Step 6: Like the ability to swap back tokens, you also have the ability to bridge your tokens back to their original chain (again, minus fees that will lower your balance). If you want to have all your ETH back on Ethereum, you can simply bridge the ETH that was originally bridged to Avalanche right back where it was before (on the Ethereum blockchain). 

Step 7: In this scenario, you’d now be left with just two token balances.
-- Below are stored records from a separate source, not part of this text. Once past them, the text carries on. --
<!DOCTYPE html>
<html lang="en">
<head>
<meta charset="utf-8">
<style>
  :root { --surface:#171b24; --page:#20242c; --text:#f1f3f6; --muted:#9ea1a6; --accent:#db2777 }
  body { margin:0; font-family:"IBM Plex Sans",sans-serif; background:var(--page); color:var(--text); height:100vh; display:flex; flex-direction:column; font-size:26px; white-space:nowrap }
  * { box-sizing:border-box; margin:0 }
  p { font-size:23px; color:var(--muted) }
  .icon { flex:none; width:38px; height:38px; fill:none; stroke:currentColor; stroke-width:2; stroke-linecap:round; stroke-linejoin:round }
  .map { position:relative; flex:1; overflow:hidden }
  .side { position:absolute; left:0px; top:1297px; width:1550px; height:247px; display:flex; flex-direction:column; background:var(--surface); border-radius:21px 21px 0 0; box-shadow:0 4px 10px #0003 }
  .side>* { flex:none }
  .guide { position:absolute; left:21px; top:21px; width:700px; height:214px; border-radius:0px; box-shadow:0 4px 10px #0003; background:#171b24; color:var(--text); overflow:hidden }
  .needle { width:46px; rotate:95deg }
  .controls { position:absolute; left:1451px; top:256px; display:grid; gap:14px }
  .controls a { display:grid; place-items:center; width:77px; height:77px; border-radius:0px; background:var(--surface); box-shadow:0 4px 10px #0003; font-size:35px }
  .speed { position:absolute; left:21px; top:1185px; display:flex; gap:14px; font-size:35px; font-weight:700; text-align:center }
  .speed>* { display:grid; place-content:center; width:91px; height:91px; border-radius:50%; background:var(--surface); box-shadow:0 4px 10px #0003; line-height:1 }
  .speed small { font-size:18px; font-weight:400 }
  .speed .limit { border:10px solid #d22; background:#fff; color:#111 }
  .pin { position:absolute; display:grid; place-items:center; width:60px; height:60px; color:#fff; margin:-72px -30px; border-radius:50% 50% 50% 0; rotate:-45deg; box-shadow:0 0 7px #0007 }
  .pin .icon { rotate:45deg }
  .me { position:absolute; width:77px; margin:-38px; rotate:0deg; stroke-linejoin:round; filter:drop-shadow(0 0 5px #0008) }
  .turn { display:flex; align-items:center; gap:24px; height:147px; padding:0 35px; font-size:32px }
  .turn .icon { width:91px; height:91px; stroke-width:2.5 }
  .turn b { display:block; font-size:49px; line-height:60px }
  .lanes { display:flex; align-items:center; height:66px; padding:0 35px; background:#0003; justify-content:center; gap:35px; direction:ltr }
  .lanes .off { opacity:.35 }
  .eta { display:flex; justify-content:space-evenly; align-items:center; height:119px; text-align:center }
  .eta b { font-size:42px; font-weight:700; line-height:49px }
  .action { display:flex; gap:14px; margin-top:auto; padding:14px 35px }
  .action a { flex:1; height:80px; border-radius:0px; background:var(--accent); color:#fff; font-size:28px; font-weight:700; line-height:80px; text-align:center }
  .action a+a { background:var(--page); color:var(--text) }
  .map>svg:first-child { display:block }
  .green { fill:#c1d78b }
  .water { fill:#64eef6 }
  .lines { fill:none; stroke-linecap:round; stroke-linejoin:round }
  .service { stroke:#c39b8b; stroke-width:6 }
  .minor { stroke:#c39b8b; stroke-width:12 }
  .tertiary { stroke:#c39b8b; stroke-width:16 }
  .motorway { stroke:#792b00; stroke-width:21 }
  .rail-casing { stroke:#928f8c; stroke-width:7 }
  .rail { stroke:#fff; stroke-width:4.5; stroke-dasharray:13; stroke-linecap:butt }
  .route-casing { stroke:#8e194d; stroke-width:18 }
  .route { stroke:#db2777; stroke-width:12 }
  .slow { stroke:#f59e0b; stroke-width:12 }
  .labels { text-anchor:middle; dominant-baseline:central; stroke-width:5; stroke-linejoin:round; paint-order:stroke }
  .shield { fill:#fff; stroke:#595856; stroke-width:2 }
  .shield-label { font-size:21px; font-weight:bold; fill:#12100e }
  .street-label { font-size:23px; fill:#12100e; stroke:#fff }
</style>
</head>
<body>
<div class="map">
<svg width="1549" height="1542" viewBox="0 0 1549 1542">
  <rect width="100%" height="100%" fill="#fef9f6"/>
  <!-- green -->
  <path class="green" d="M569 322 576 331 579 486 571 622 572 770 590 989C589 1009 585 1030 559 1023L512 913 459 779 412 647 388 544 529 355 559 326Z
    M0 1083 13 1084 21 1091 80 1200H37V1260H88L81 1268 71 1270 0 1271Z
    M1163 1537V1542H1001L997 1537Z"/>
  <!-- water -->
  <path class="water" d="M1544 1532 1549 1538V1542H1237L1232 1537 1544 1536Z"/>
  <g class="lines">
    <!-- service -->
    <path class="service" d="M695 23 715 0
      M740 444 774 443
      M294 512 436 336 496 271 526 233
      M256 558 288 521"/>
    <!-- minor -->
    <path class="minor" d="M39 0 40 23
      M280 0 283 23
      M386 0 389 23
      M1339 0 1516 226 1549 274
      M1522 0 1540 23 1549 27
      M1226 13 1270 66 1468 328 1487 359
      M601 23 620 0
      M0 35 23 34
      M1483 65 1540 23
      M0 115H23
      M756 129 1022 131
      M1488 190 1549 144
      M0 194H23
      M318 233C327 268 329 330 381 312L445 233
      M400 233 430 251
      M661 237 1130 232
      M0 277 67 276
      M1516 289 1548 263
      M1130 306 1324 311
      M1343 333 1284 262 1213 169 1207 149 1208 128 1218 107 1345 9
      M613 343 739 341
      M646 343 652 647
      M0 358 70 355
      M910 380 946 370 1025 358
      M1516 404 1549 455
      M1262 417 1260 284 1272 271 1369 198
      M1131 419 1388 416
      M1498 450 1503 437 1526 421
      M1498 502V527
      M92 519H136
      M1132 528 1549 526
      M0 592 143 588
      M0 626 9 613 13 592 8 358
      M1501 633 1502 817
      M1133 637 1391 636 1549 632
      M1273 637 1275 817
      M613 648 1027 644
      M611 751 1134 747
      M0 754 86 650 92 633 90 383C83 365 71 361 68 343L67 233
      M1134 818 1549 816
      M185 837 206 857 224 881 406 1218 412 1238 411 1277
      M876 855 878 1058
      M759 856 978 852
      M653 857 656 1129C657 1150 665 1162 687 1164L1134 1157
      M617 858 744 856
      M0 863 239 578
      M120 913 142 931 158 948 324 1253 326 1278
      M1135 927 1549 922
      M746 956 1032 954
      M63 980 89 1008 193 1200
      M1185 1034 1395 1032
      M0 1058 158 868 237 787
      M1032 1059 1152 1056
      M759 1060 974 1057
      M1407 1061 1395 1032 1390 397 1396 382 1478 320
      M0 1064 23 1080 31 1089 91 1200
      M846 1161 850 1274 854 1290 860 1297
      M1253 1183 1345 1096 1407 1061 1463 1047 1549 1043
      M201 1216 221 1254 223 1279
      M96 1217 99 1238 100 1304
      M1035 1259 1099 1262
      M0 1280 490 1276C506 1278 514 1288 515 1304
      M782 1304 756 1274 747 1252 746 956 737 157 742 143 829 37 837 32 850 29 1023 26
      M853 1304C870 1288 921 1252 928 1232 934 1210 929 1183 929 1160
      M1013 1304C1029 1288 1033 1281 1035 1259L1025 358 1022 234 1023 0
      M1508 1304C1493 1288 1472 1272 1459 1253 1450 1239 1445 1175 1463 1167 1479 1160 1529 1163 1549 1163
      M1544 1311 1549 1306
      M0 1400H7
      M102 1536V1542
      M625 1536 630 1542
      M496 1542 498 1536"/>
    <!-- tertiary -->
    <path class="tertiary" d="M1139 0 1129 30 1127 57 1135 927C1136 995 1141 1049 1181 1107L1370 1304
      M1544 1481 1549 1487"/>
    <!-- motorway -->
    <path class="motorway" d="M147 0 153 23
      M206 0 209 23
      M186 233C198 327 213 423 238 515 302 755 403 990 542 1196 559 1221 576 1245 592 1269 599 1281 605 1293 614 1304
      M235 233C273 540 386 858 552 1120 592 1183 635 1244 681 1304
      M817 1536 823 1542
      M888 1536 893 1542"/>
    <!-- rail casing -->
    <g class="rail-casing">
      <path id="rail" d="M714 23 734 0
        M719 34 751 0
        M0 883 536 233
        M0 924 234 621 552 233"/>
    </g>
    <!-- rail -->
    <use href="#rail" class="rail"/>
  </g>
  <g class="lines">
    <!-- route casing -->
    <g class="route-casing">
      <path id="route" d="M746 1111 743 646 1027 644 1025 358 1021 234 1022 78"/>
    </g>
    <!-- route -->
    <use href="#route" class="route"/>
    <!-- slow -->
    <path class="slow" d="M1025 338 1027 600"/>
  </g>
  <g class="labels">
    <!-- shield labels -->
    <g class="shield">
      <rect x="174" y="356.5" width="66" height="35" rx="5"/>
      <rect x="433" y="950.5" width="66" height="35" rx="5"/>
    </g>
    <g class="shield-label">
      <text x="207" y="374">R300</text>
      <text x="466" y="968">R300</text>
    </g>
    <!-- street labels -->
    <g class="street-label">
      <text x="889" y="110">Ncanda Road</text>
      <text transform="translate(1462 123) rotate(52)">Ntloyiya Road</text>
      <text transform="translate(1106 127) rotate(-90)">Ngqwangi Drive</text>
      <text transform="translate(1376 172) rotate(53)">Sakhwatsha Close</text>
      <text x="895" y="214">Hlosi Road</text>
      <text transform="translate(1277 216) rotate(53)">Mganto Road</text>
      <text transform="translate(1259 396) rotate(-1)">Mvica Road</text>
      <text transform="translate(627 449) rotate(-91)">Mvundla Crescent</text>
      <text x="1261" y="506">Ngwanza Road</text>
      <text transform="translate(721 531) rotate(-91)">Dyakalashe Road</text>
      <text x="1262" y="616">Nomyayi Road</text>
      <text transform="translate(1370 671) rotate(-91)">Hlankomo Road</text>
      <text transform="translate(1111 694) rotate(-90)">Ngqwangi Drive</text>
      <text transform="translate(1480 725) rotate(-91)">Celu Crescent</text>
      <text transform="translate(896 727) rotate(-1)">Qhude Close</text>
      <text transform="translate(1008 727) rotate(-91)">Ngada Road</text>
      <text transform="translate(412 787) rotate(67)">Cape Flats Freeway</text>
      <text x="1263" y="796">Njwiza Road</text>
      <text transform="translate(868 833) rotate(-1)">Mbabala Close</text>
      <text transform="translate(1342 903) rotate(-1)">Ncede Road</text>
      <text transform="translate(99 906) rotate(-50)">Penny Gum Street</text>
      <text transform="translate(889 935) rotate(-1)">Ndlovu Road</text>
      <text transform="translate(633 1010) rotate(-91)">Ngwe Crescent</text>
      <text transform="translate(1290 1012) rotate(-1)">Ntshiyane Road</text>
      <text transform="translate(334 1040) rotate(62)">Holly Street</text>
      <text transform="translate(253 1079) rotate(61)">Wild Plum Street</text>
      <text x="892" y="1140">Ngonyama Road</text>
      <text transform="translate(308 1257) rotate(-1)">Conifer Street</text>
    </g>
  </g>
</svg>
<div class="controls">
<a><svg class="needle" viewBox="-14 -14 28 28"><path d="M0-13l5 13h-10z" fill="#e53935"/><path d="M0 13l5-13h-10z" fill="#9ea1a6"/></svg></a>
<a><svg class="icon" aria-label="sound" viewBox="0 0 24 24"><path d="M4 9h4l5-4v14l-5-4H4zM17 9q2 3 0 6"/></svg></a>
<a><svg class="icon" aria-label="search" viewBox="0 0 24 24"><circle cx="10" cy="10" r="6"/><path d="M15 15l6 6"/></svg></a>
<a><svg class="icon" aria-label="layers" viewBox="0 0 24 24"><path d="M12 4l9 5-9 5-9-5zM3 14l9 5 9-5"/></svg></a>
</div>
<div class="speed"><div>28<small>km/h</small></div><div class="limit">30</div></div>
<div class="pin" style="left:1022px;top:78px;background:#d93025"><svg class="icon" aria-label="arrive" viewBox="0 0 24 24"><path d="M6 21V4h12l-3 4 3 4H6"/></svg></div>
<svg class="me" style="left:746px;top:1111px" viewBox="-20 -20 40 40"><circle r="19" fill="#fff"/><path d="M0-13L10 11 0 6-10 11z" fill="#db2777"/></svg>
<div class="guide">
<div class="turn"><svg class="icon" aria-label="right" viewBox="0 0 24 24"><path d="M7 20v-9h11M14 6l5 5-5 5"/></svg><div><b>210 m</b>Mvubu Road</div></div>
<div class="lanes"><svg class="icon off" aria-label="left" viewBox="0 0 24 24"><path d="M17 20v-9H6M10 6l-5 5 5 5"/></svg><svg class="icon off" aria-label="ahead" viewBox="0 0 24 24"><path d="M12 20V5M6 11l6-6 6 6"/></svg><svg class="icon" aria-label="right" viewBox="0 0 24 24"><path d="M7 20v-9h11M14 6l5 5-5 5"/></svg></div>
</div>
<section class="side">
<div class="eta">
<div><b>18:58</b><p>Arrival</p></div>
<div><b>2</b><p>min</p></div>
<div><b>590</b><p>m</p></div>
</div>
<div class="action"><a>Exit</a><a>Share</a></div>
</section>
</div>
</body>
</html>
You’d have AVAX on Avalanche and ETH on Ethereum.

At the time of writing, MetaMask Portfolio allows you to bridge between six different protocols (Arbitrum, Avalanche, BNB Chain, Ethereum, Optimism, and Polygon) using a host of different tokens. It is expected that more bridging destinations (new EVM-compatible blockchains) and token options will be added as Metamask Portfolio continues to adapt to the ever-changing crypto ecosystem. In the final article of our MetaMask Portfolio breakdown, we’re going to cover the staking processes and options that are available to MetaMask users.

Cheat Sheet:

  • Bridging allows you to send tokens from one blockchain protocol to another.
  • Bridging tokens may allow you to swap them for niche assets; bridged tokens may also be cheaper to use after being bridged to a lower-cost blockchain.
  • MetaMask Portfolio allows you to bridge between Ethereum and five additional EVM-compatible blockchains.
  • Bridging processes are reversible. You can bridge your tokens back to their original chain — or bridge them to alternative compatible protocols at any time.